E354 is positioned in the carboxyl-terminal portion of the helix K and is a part of the absolutely conserved EXXR sequence, which may be involved in stabilizing the core structure. This sequence is buried in the interior of the protein and participates in a hydrogen bond network, together with the amino acid residues from the meander region (Fig. 3). Meander region is also highly conserved in structure (Graham and Peterson, 2002). The substitution of glutamate to lysine would disrupt the salt bridges between E354, R357, and M406 from the meander region. The bigger size of the lysine is also inconsistent with tight packing interactions with the amino acid residues that surround E354. Therefore, the substitution would probably result in disruption of the interaction of helix K with the meander region and would lead to protein misfolding or instability, which was also suggested by our experimental data.

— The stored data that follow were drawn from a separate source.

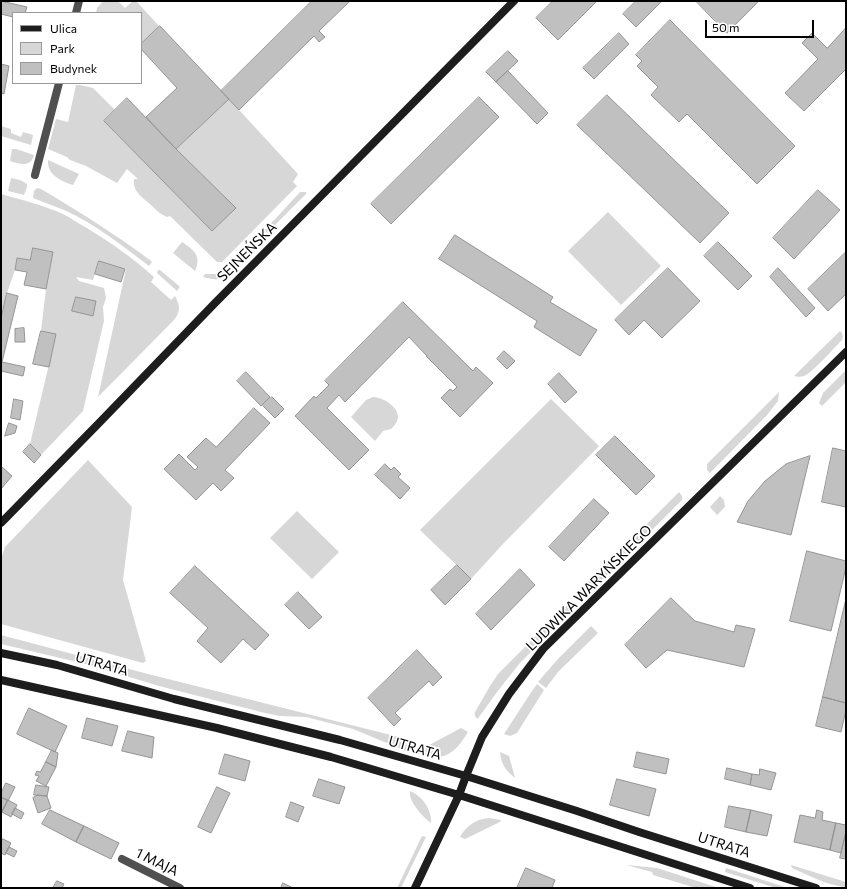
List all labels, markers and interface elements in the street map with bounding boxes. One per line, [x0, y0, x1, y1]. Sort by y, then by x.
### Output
legend [12, 12, 142, 84]
scale bar [707, 12, 816, 38]
text: 50 m [712, 20, 740, 34]
text: Ulica [50, 21, 77, 35]
text: Park [50, 41, 75, 55]
text: Budynek [50, 61, 97, 75]
street label: SEJNEŃSKA [214, 219, 280, 285]
street label: LUDWIKA WARYŃSKIEGO [523, 522, 655, 654]
street label: UTRATA [74, 648, 130, 680]
street label: UTRATA [387, 732, 443, 764]
street label: UTRATA [696, 829, 752, 861]
street label: 1 MAJA [133, 844, 181, 880]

In conclusion, our data suggest that the substitution of acidic amino acid glutamate to basic lysine may lead to incorrectly folded CYP2C9.24 protein that is rapidly degraded in both yeast and mammalian cells. Furthermore, our data support our observations of lower warfarin dose requirements and lower (S)-warfarin clearance in a patient with the CYP2C9^*24 allele (Herman et al., 2006).